The project began on Sept. 1, and the first step, according to Miller, is to get proposals from regional agencies. These agencies must have 20 nursing homes that are involved in the region and be willing to serve as the lead agency. Some of these projects will be educational programs for the different regions.

These projects will be led by CAC Project Coordinator Lidia Dubicki. She will travel around Indiana making sure that different information sessions are running smoothly.

“It’s really exciting because, for me, I get to go to different parts of Indiana …  just getting to go out and meet people that are involved in the long-term care facilities,” Dubicki said. “I like the idea that its [the long-term health care field] going to be changing. I actually get to learn a little bit about each one of the topics.”

Some of these educational programs will be advanced enough for participants  to gain certification in their field.

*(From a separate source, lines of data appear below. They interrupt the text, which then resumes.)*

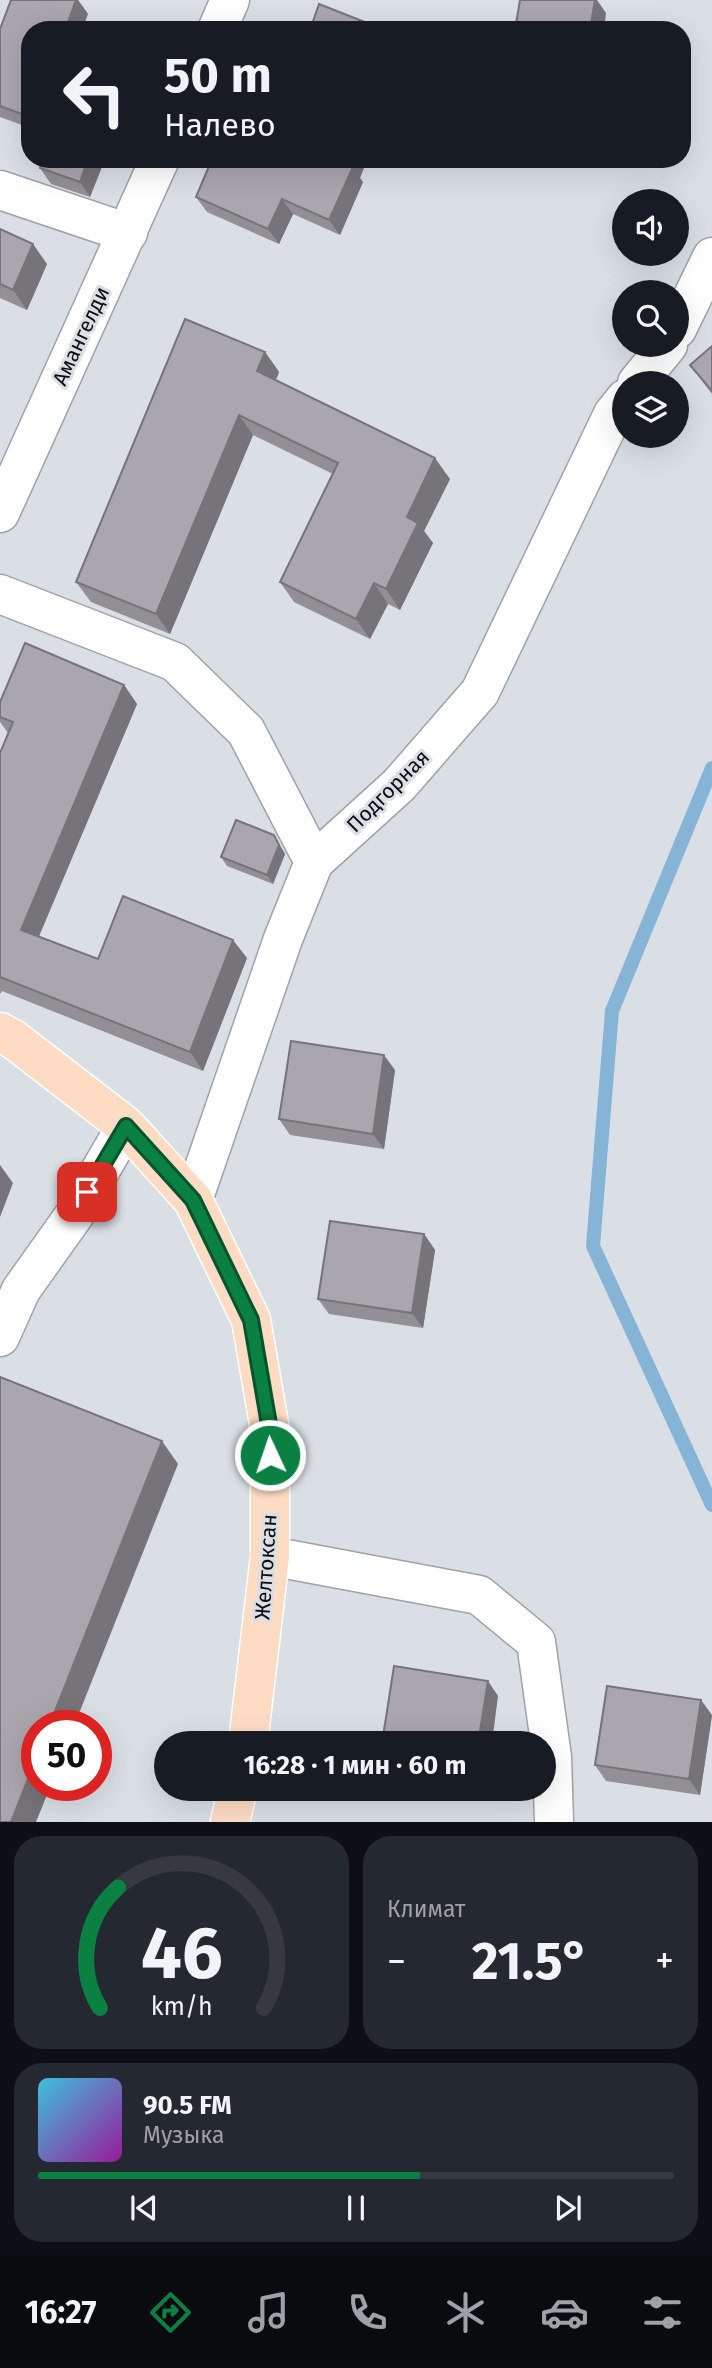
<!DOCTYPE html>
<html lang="ru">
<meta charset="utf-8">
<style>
:root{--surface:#171b24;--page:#242831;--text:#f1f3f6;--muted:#9ea1a6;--line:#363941;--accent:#0b8043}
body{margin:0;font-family:"Fira Sans",sans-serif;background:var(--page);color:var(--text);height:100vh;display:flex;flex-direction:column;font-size:26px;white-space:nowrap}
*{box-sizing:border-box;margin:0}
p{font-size:23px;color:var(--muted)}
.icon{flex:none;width:38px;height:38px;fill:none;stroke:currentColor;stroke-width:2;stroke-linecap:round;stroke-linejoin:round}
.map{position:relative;height:1822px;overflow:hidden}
.side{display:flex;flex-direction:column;gap:14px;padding:14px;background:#0d0f14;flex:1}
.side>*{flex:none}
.guide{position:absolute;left:21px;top:21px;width:670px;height:147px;border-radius:28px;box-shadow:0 7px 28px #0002;background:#171b24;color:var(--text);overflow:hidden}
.fabs{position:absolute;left:612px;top:189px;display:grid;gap:14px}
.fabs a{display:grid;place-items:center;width:77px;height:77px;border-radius:50%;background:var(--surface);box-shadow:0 7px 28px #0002;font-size:35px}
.speed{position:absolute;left:21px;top:1710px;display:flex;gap:14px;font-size:35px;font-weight:700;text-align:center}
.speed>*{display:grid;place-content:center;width:91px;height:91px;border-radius:50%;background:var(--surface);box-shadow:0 7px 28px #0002;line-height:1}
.speed .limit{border:10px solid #d22;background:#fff;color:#111}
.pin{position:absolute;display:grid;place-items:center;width:60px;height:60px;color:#fff;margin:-30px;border-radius:14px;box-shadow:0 4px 10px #0006}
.me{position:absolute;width:77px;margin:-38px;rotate:357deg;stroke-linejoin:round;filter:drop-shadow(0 0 5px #0008)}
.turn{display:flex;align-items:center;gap:24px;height:147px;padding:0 28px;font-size:32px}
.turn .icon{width:91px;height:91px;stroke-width:2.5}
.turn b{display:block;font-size:49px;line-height:60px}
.big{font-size:52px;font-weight:700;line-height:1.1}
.side .tile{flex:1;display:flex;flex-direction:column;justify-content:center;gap:10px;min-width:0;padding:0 24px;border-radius:28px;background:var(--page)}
.side .dial{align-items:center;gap:0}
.dial svg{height:182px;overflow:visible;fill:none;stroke:var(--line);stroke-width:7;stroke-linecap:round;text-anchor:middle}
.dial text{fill:var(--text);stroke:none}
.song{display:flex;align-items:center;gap:21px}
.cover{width:84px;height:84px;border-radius:10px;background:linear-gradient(135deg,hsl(190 70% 55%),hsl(300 70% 35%))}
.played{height:7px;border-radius:4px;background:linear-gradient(90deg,var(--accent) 60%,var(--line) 60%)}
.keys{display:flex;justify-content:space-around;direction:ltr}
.heat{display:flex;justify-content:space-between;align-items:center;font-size:38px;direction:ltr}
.side .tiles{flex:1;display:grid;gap:14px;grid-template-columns:1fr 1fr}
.tile:last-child{grid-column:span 2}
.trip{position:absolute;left:154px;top:1731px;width:402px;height:70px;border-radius:35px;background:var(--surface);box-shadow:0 7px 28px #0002;font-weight:700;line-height:70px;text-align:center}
.dock{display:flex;height:112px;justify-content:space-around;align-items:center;background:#090b0e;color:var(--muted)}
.dock .icon{width:49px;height:49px}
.dock .active{color:var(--accent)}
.dock b{font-size:32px;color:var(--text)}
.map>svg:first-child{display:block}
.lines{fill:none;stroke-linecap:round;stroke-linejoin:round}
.stream{stroke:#86b4d7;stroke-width:14}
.minor-casing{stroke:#9ea3aa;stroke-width:41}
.major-casing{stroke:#fff;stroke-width:41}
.minor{stroke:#fff;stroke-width:38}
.major{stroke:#fedcc4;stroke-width:38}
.wall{fill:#928f95}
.shaded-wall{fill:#777479}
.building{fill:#aaa6ad;stroke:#777479;stroke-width:2}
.route-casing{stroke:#07532c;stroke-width:18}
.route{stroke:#0b8043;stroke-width:12}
.labels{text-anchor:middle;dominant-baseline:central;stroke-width:6;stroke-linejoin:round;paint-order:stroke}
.street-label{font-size:21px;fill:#0b0d0f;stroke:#dadfe6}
</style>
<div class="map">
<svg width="712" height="1822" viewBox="0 0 712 1822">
<rect width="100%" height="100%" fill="#dadfe6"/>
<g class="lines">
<!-- stream -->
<path class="stream" d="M 712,768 L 612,1011 L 593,1246 L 712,1505"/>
<defs>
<g id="minor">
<path d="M 217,30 L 230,0"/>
<path d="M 0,190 L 128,233"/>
<path d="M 677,329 L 712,257"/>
<path d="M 637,383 L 668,345"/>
<path d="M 0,513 L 160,159"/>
<path d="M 0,594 L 175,662 L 246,731 L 314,862"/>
<path d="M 193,1200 L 283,939 L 314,862 L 399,785 L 480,692 L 613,414 L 625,399"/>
<path d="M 0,1337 L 21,1290 L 75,1214 L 126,1126"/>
<path d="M 270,1556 L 479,1595 L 536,1642 L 552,1757 L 554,1822"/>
</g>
<g id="major">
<path d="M 0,1032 L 13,1039 L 126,1126 L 193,1200 L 251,1320 L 270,1430 L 270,1556 L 248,1743"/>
<path d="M 230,1822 L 238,1788"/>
</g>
</defs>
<!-- minor casing -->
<use href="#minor" class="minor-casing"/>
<!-- major casing -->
<use href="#major" class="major-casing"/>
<!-- minor -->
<use href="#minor" class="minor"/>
<!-- major -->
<use href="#major" class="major"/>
</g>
<!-- wall -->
<g class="wall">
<path d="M 11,0 L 78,0 L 88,14 L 30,30 L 30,128 L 0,117 L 0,29 Z"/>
<path d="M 105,159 L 90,197 L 51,184 L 40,168 Z"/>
<path d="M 212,159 L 367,159 L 360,178 L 363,182 L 340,235 L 293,214 L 279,244 L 207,212 L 196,197 Z"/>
<path d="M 0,229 L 47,264 L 27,310 L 0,298 Z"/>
<path d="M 712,346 L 712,394 L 690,365 Z"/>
<path d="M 265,352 L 279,372 L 276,380 L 450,479 L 424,531 L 433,543 L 400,610 L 388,604 L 370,639 L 294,602 L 280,582 L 333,474 L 253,435 L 170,634 L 91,602 L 76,582 Z"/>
<path d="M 124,685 L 137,704 L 39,936 L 98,959 L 247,958 L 203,1071 L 2,991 L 0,994 L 0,753 L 8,733 L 0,722 L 0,702 Z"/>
<path d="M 274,835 L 285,854 L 273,884 L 227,866 L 221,857 Z"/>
<path d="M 395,1070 L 384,1149 L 290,1135 L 279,1119 Z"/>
<path d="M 424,1234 L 435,1250 L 423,1328 L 329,1314 L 318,1299 Z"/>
<path d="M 712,1715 L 700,1795 L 606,1781 L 595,1765 Z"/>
</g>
<!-- shaded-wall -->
<g class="shaded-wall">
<path d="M 76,0 L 78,0 L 88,14 L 82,30 L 65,30 Z"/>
<path d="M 595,0 L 597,0 L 606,13 L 604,30 L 590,30 Z"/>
<path d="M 88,159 L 105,159 L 90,197 L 80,182 Z"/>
<path d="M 350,159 L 367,159 L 360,178 L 363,182 L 340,235 L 329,220 Z"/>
<path d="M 282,199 L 293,214 L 279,244 L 268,229 Z"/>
<path d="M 33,244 L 47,264 L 27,310 L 13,290 Z"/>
<path d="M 265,352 L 279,372 L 271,391 L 257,371 Z"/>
<path d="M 239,415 L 253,435 L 170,634 L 156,614 Z"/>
<path d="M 435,458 L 450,479 L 424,531 L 433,543 L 400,610 L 386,589 L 407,517 Z"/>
<path d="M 374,583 L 388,604 L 370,639 L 356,619 Z"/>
<path d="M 124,685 L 137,704 L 34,948 L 21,930 Z"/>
<path d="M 274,835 L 285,854 L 273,884 L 267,875 Z"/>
<path d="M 233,940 L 247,958 L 203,1071 L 190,1052 Z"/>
<path d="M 384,1055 L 395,1070 L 384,1149 L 373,1134 Z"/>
<path d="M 0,1165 L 13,1183 L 0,1217 Z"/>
<path d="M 424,1234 L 435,1250 L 423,1328 L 412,1313 Z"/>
<path d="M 162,1441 L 178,1464 L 74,1726 L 49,1726 Z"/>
<path d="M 488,1681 L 498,1696 L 492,1743 L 478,1743 Z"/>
<path d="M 701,1700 L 712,1715 L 700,1795 L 689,1779 Z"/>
<path d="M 37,1756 L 37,1785 L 51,1785 L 36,1822 L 11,1822 Z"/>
</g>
<!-- building -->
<g class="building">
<path d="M 11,0 L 76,0 L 65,30 L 30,30 L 30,117 L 0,106 L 0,29 Z"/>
<path d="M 520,0 L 595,0 L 590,30 L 515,30 Z"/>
<path d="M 319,4 L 385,30 L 310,30 Z"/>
<path d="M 43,159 L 88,159 L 80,182 L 40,168 Z"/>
<path d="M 212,159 L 350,159 L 348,165 L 353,167 L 329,220 L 282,199 L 268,229 L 196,197 Z"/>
<path d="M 0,229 L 33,244 L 13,290 L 0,284 Z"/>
<path d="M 185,319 L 265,352 L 257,371 L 435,458 L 407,517 L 418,523 L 386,589 L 374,583 L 356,619 L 280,582 L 338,463 L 239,415 L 156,614 L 76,582 Z"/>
<path d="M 712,346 L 712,391 L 690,365 Z"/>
<path d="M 25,643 L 124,685 L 21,930 L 98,959 L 123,896 L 233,940 L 190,1052 L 0,977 L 0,753 L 13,722 L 0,717 L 0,702 Z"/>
<path d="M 236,820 L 274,835 L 279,845 L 267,875 L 221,857 Z"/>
<path d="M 291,1041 L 384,1055 L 373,1134 L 279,1119 Z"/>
<path d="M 330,1221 L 424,1234 L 412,1313 L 318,1299 Z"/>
<path d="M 0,1377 L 162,1441 L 49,1726 L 37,1726 L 37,1756 L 11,1822 L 0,1822 Z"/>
<path d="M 394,1666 L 488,1681 L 478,1743 L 382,1743 Z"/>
<path d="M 607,1686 L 701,1700 L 689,1779 L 595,1765 Z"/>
</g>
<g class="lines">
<defs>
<path id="route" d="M 87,1192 L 126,1126 L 193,1200 L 251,1320 L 270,1430 L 270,1455"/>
</defs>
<!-- route casing -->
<use href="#route" class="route-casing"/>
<!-- route -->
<use href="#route" class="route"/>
</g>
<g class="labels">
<!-- street labels -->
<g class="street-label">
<text transform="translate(81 336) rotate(-65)">Амангелди</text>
<text transform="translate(388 791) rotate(-45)">Подгорная</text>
<text transform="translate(266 1567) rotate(-86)">Желтоксан</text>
</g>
</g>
</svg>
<div class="fabs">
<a><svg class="icon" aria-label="sound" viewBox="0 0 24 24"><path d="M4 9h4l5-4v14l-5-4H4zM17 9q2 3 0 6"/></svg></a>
<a><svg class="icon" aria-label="search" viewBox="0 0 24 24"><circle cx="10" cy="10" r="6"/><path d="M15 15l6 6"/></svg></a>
<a><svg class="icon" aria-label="layers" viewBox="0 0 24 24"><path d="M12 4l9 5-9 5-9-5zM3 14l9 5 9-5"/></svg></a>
</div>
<div class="speed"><div class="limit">50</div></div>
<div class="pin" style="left:87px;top:1192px;background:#d93025"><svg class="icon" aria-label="arrive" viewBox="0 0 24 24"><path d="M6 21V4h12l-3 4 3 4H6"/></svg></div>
<svg class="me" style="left:270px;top:1455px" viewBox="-20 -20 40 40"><circle r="17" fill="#0b8043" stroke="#fff" stroke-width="3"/><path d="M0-11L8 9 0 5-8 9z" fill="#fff"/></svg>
<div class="trip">16:28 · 1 мин · 60 m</div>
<div class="guide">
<div class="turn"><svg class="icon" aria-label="left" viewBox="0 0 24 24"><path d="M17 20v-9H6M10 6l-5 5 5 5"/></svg><div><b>50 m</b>Налево</div></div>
</div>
</div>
<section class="side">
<div class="tiles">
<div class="tile dial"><svg viewBox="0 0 100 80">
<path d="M14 69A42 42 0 1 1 86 69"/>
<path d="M14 69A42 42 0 0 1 22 16" stroke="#0b8043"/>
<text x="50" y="56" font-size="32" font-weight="700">46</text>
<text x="50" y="72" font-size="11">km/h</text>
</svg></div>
<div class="tile"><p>Климат</p>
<div class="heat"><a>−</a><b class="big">21.5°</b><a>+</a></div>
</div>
<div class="tile">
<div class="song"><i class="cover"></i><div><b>90.5 FM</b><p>Музыка</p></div></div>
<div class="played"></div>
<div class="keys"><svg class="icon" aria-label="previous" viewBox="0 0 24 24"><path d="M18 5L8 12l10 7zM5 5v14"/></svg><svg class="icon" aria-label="pause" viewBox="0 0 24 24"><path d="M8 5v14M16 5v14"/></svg><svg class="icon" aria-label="next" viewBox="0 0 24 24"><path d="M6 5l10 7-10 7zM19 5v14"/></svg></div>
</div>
</div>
</section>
<nav class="dock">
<b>16:27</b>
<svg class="icon active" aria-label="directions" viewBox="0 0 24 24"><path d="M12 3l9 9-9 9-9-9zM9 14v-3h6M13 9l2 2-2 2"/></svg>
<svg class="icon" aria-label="music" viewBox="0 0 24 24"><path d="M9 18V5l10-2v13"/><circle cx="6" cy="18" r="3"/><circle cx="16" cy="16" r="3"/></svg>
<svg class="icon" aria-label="phone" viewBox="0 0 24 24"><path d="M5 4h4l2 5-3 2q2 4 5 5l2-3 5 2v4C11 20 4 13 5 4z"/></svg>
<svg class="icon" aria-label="climate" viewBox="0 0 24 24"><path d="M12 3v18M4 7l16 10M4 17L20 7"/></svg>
<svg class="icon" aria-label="car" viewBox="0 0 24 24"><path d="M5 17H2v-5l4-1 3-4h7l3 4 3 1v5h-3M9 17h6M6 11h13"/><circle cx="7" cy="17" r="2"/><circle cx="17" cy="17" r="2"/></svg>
<svg class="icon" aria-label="filters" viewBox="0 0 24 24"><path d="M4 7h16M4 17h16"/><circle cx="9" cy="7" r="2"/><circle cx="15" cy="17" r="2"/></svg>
</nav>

Miller said that most of her students in CAC are graduate students, and she invites them to assist with the project.

“The students get involved from jumping into some aspect of the project that we are working on,” she said. “So if we’re delivering some training, the students might be involved in helping develop and/or developing that training, or perhaps evaluate the effectiveness of the training those sorts of things. This project is as much about project management and how to develop good collaborative working groups as it is the nursing home environment.”

According to Miller, the center will be creating measurement tools to help assess whether the regional agencies are being effective in their communities. Miller said the hope is for the projects to go beyond the two years set out by the collaborative.

“In the big picture of the project, what we really hope to do with faculty, staff, students and the State Department of Health is to achieve that goal of helping these regions develop an infrastructure that they can work on,” Miller said. “We really don’t intend for these regions to just get together for the two years of this project. But we’d like the regions to be able to become a cohesive sustainable group, so they’ll keep getting together and they will find it beneficial enough that they will want to keep on with these regional collaboratives.”